Destroying panel crashes my app

Hi,

    In 2.8.0.1 when I destroy a panel my app crashes. It happened
before in 2.7 series but that time Robin told me to use wx.CallAfter
and that worked. But it doesn't work anymore. The strange thing is
that I have two buttons on that panel that makes it destroy. OK and
Cancel. When I click OK I do something and destroy the panel and it
works normally. When I click Cancel I just destroy the panel. But it
makes my app crash. I really wonder why this happens.

Hi,

basically you try to destroy the buttons parent. No child should destroy its parent.
The way to avoid this is to delegate the destruction of the parent to a third party (CallAfter a method binded to let’s say the parent of the panel that needs to be destroyed)

I think that when a child destroys its parent the C++ objects under the hood get in a weird state that will bring your app crashing.

Peter

···

On 1/20/07, Murat Erten murerten@gmail.com wrote:

Hi,

In [2.8.0.1](http://2.8.0.1) when I destroy a panel my app crashes. It happened

before in 2.7 series but that time Robin told me to use wx.CallAfter
and that worked. But it doesn’t work anymore. The strange thing is

that I have two buttons on that panel that makes it destroy. OK and
Cancel. When I click OK I do something and destroy the panel and it
works normally. When I click Cancel I just destroy the panel. But it
makes my app crash. I really wonder why this happens.

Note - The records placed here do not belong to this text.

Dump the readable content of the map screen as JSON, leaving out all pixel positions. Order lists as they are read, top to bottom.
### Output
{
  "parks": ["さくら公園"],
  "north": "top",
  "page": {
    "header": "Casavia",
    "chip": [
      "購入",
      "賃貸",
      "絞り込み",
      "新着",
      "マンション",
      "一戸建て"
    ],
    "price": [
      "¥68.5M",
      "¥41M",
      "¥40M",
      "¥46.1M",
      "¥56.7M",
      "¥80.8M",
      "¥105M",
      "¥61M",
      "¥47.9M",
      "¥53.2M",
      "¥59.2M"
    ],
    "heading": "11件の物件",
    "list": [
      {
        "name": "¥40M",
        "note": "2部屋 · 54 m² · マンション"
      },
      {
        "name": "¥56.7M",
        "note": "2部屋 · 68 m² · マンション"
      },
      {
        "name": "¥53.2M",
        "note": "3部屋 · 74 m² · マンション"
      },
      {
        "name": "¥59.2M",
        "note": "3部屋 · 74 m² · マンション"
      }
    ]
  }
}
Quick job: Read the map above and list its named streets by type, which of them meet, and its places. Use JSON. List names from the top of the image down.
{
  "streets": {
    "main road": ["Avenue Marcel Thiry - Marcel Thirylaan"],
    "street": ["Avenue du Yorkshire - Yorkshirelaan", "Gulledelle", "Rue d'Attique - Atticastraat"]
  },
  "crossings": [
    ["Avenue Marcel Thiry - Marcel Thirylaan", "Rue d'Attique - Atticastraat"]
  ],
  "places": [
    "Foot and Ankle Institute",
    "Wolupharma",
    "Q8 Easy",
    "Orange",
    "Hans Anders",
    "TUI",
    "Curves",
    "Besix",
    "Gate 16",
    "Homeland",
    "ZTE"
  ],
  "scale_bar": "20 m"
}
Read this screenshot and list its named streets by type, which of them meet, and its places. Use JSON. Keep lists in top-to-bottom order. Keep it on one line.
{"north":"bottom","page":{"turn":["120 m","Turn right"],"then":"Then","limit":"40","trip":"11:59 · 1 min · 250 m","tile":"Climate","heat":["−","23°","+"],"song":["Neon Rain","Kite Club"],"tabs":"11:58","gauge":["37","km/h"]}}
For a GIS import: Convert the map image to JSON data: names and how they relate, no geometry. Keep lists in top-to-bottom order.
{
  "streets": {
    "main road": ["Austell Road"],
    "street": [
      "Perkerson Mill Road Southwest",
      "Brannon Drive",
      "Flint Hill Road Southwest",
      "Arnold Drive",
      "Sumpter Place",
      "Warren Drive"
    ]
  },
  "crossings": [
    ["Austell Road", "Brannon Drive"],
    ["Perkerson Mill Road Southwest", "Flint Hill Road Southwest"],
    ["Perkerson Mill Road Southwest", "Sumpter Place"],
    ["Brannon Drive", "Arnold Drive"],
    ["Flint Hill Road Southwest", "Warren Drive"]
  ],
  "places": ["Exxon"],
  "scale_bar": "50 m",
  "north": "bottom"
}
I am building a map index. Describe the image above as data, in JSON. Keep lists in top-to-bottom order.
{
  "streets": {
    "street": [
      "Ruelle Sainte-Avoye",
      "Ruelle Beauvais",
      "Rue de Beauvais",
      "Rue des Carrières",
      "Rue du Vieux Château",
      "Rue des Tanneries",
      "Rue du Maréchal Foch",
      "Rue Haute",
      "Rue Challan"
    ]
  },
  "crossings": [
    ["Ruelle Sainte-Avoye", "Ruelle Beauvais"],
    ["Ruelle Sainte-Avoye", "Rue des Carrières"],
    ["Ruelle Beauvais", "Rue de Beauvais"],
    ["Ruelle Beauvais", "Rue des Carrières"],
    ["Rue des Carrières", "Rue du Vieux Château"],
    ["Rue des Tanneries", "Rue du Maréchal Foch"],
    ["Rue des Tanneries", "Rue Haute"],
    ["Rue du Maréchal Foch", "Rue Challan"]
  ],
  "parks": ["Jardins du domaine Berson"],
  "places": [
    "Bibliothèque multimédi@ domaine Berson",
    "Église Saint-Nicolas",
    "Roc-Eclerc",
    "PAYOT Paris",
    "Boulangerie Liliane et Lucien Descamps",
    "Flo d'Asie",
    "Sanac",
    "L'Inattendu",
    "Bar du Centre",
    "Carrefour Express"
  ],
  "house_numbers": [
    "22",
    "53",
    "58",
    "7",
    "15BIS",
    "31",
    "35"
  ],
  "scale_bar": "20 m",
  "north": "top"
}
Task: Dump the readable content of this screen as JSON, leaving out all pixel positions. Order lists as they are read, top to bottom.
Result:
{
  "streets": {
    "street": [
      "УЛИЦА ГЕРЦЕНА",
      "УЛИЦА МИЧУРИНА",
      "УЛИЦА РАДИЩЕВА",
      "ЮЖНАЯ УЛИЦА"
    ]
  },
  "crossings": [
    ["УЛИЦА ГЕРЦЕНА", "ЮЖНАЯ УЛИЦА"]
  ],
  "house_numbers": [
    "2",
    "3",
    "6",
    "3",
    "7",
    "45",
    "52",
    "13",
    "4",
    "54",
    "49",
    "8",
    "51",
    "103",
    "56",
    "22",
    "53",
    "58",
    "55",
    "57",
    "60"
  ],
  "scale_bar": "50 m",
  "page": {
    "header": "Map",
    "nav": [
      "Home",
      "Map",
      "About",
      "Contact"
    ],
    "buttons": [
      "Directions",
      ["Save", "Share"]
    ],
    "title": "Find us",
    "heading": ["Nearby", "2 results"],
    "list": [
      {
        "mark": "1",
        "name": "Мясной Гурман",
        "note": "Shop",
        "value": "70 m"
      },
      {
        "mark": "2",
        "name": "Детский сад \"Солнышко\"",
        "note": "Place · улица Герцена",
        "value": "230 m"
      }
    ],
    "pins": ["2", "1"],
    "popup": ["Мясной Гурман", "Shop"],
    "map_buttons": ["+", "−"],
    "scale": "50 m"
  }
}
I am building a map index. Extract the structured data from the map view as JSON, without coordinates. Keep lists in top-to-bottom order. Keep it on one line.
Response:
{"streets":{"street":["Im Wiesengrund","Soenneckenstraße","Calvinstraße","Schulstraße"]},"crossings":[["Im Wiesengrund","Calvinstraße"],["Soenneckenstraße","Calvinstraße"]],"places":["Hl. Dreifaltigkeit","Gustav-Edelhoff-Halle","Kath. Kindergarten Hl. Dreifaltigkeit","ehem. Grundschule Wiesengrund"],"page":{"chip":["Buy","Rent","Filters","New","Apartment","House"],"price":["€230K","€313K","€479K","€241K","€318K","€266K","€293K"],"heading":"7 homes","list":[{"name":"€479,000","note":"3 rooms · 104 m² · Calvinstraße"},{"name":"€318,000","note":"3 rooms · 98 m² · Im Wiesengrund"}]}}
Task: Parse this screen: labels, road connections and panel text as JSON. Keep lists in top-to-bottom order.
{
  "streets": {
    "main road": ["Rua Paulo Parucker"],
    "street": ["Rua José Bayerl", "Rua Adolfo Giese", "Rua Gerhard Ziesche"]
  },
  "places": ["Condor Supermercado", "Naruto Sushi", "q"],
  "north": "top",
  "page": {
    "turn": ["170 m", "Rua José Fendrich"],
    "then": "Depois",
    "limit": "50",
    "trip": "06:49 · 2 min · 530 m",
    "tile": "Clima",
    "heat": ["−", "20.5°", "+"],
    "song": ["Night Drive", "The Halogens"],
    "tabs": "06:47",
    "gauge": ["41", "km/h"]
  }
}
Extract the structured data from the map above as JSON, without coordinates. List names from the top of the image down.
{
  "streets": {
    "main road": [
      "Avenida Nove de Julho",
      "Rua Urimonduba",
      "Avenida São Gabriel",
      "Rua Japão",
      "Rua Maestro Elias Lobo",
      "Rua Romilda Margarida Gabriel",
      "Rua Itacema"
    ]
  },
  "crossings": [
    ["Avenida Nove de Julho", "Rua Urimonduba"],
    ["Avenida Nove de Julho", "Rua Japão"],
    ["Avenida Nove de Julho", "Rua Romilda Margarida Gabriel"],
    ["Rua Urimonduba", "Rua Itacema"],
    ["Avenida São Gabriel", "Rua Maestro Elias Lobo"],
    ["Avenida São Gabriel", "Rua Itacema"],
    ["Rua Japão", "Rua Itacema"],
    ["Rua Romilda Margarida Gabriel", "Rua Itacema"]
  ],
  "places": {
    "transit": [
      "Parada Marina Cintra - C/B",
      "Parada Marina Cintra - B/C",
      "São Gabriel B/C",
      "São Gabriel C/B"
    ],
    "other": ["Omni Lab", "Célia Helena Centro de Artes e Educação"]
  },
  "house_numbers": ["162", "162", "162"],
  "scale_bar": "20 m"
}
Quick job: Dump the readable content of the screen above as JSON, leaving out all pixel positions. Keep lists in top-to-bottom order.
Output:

There is NO FATE, we are the creators.

Hi Peter,

    Thank you for your suggestion. I tried destroying panel from
parent. It didn't work. But I solved the problem by destroying the
cancel button before the panel. I think there is a bug in 2.7 and
after versions of wxPython MSW.

Murat

···

2007/1/20, Peter Damoc <pdamoc@gmail.com>:

On 1/20/07, Murat Erten <murerten@gmail.com> wrote:

> Hi,
>
> In 2.8.0.1 when I destroy a panel my app crashes. It happened
> before in 2.7 series but that time Robin told me to use wx.CallAfter
> and that worked. But it doesn't work anymore. The strange thing is
> that I have two buttons on that panel that makes it destroy. OK and
> Cancel. When I click OK I do something and destroy the panel and it
> works normally. When I click Cancel I just destroy the panel. But it
> makes my app crash. I really wonder why this happens.

Hi,

basically you try to destroy the buttons parent. No child should destroy its
parent.
The way to avoid this is to delegate the destruction of the parent to a
third party (CallAfter a method binded to let's say the parent of the panel
that needs to be destroyed)

I think that when a child destroys its parent the C++ objects under the hood
get in a weird state that will bring your app crashing.

Peter
--
There is NO FATE, we are the creators.